Nama Pep Guardiola sebagai seorang pelatih handal tentunya bukanlah sebuah isapan jempol belaka. Hal tersebut terbukti ketika Guardiola mengarsiteki dua tim besar Eropa yakni Barcelona dan juga Bayern Muenchen. Dimana dua tim besar yang diarsiteki oleh Pep Guardiola tersebut mampu meraih berbagai titel juara selama berada di bawah asuhannya. Namun dari kedua tim tersebut, Barcelona tentunya yang paling mendapatkan lampu sorot utama. Hal tersebut bisa terjadi tentunya bukan tanpa alasan. Alasan utamanya adalah karena ketika Pep Guardiola berstatus sebagai pelatih Barcelona, pada saat itu pulalah Barcelona dikenal sebagai tim terbaik di dunia. Berbagai kejuaraan berhasil didapatkan tim Blaugrana baik dalam kompetisi lokal, Eropa hingga dunia.

Bahkan pada saat itu juga permainan khas Barcelona yaitu tiki-taka begitu dikenal di dunia. Yaitu sebuah teknik permainan dengan possession ball menguasai dan juga mengandalkan passing antar pemain. Sebuah teknik permainan yang membuat Pep Guardiola mampu membawa Barcelona pada titik kepuncakannya. Kini, meskipun Pep Guardiola tak lagi menjadi arsitek dari tim bermarkas yang di Nou Camp tersebut tetap saja masih banyak pihak yang menghubungkannya dengan tim tersebut. Termasuk ketika di musim ini Pep Guardiola menjadi nahkoda dari Manchester City. Banyak pihak yang beranggapan bahwa Pep Guardiola akan membuat Manchester City memiliki gaya permainan tak ubahnya gaya permainan yang dimiliki oleh Barcelona.

Namun nyatanya anggapan tersebut adalah salah besar. Karena dalam sebuah wawancara, Pep Guardiola sama sekali tidak berniat untuk menjadikan tim yang bermarkas di Etihad Stadium tersebut. Hal tersebut dilakukan Pep Guardiola bukan hanya karena ingin membuat Manchester City menemukan jati dirinya sendiri sebagai sebuah tim namun juga karena kompetisi Liga Primer Inggris bukan seperti Liga Spanyol. Seperti yang diketahui kompetisi Liga Primer Inggris terkenal dengan permainan kick and rush. Sehingga Pep Guardiola merasa akan sangat memaksakan apabila dia menerapkan skema permainan possession ball seperti Barcelona tanpa melakukan modifikasi.

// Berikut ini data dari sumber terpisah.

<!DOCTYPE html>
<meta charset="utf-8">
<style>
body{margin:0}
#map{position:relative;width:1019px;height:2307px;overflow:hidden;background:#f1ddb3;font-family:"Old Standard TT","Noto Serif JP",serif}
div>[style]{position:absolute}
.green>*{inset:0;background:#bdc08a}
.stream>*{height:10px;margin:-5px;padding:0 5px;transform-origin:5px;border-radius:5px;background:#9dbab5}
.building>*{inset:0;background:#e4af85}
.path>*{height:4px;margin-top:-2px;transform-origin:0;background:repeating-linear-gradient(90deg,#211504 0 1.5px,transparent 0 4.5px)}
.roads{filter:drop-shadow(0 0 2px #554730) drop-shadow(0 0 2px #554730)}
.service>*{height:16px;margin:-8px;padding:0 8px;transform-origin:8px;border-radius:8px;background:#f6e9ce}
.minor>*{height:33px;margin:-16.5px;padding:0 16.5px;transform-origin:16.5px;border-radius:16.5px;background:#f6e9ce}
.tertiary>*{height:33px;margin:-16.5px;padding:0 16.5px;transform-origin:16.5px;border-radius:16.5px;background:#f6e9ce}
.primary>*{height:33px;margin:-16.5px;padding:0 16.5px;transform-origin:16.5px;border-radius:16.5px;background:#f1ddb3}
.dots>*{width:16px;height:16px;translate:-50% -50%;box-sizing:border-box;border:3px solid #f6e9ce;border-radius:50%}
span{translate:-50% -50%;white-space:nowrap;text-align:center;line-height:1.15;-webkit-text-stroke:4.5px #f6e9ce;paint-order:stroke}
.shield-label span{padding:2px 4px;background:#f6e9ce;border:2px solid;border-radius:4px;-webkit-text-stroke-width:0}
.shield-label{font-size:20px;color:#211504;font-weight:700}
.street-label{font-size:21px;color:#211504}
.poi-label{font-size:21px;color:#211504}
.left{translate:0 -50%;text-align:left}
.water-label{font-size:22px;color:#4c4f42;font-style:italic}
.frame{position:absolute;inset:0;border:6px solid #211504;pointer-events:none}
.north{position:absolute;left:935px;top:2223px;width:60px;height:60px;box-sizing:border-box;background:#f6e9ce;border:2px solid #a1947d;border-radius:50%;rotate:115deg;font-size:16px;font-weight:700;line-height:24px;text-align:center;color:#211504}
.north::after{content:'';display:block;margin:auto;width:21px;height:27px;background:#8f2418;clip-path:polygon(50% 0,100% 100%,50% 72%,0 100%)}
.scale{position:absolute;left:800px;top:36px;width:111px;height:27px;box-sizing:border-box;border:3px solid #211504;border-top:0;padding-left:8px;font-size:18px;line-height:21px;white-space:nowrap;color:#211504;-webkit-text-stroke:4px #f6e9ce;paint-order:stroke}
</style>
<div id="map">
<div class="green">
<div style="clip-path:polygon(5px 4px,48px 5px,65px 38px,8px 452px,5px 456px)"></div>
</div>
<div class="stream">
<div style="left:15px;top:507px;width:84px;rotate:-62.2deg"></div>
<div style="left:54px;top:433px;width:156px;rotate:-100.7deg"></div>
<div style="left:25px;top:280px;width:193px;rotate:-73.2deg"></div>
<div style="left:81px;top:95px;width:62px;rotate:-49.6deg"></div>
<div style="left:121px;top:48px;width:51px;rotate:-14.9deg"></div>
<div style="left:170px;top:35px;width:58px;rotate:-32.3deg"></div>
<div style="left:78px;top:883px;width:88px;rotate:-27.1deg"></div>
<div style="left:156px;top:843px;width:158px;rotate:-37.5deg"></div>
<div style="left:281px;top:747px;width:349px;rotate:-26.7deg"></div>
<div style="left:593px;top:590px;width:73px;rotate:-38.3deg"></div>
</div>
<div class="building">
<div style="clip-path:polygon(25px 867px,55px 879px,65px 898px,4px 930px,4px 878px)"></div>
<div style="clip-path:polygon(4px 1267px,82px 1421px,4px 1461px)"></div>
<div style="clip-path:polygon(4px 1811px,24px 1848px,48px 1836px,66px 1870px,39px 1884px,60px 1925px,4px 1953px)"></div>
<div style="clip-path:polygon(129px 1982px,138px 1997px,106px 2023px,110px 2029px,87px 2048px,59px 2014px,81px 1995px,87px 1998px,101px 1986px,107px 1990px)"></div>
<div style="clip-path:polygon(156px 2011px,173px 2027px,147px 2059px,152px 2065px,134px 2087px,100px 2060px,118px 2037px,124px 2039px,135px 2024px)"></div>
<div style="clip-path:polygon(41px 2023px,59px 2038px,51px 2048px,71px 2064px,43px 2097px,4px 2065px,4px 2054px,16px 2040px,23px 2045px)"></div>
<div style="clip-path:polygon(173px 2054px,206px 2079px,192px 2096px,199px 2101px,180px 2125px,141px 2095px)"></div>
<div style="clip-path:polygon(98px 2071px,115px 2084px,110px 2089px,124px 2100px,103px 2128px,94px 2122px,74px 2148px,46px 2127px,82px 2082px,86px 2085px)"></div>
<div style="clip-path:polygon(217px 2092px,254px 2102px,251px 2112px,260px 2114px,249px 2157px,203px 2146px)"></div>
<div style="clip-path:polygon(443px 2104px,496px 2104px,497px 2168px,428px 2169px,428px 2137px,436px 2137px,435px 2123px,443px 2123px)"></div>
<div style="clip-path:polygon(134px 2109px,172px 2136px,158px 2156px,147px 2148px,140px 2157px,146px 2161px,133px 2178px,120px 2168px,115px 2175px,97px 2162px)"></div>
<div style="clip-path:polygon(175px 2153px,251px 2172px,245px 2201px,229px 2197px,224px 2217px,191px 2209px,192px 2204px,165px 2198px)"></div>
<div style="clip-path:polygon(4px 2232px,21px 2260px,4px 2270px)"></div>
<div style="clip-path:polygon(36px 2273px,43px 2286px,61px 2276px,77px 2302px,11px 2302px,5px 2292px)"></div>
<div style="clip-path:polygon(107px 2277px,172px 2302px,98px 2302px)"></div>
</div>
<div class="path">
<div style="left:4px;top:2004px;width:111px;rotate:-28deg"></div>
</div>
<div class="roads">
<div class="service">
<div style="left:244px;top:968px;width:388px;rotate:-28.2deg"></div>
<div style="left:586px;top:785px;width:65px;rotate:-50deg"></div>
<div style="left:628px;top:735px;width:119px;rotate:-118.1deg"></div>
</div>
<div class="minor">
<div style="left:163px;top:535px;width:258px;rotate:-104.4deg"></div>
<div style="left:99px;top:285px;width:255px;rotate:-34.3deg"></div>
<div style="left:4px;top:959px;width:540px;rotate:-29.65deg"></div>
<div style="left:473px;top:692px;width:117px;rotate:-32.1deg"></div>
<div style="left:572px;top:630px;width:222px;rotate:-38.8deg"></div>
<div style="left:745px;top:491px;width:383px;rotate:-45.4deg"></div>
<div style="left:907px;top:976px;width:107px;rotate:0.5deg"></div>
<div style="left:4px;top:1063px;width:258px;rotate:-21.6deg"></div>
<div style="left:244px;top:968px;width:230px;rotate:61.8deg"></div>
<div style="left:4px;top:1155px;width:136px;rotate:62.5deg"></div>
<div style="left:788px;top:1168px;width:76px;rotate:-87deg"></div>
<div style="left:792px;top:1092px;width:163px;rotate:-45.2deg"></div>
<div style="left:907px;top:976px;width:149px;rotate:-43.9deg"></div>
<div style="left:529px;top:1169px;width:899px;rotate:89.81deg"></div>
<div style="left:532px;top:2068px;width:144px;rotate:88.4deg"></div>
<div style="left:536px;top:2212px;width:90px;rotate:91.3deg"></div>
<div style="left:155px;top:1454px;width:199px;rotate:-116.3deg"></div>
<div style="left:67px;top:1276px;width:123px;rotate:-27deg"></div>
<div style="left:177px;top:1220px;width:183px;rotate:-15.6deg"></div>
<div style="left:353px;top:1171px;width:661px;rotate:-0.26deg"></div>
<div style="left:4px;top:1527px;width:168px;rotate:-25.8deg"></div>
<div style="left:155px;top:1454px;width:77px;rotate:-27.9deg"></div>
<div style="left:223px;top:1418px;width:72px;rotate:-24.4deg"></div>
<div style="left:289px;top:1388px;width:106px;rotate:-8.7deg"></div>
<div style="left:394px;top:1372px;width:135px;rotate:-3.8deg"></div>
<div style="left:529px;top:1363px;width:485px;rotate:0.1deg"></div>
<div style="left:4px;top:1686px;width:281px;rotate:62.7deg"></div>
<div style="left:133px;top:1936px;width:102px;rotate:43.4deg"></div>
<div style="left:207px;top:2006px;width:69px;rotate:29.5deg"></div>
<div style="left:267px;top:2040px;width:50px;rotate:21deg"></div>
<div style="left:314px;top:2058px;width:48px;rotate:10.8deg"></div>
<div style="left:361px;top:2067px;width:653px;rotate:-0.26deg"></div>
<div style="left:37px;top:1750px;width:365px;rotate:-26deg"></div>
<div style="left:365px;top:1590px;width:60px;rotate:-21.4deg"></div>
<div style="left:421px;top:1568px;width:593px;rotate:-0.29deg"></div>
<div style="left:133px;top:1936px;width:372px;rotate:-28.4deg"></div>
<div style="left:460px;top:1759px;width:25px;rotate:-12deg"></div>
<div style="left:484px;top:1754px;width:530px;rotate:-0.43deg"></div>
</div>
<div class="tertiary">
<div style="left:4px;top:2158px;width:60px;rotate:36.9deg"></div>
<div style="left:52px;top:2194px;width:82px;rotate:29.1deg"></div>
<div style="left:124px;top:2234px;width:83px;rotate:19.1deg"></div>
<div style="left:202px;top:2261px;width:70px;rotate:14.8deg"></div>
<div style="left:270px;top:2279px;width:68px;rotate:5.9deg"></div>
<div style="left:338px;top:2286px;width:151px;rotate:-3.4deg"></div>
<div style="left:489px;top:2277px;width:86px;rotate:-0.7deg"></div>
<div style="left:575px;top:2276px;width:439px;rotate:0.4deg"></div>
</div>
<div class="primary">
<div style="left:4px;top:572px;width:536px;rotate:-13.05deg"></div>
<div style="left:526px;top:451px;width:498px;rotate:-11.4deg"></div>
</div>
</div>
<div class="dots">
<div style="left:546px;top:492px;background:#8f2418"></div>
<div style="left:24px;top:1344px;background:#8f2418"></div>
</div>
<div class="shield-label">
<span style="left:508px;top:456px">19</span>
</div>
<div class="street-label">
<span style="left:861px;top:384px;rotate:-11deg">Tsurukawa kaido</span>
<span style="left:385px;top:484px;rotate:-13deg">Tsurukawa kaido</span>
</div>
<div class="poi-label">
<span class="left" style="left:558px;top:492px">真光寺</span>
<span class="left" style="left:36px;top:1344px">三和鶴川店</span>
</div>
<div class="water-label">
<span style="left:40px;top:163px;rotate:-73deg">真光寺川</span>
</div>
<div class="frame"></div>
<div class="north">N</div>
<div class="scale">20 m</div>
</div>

“(Manchester) City adalah City. Ini adalah sebuah tim besar yang terus menunjukan performa stabil beberapa tahun ini. Saya pernah menjadi pelatih Barcelona namun saya tidak ingin menerapkan rencana tim tersebut pada City. Ini adalah dua tim yang berbeda. Lagipula ini adalah (Liga) Inggris bukan (Liga) Spanyol. Disini bahkan tim paling bawah pun memiliki kesempatan sama besarnya untuk menang. Anda bisa lihat bagaimana Leicester City melakukannya musim lalu. Saya hanya ingin menjadikan Manchester City menjadi tim kuat.” Ungkap Guardiola.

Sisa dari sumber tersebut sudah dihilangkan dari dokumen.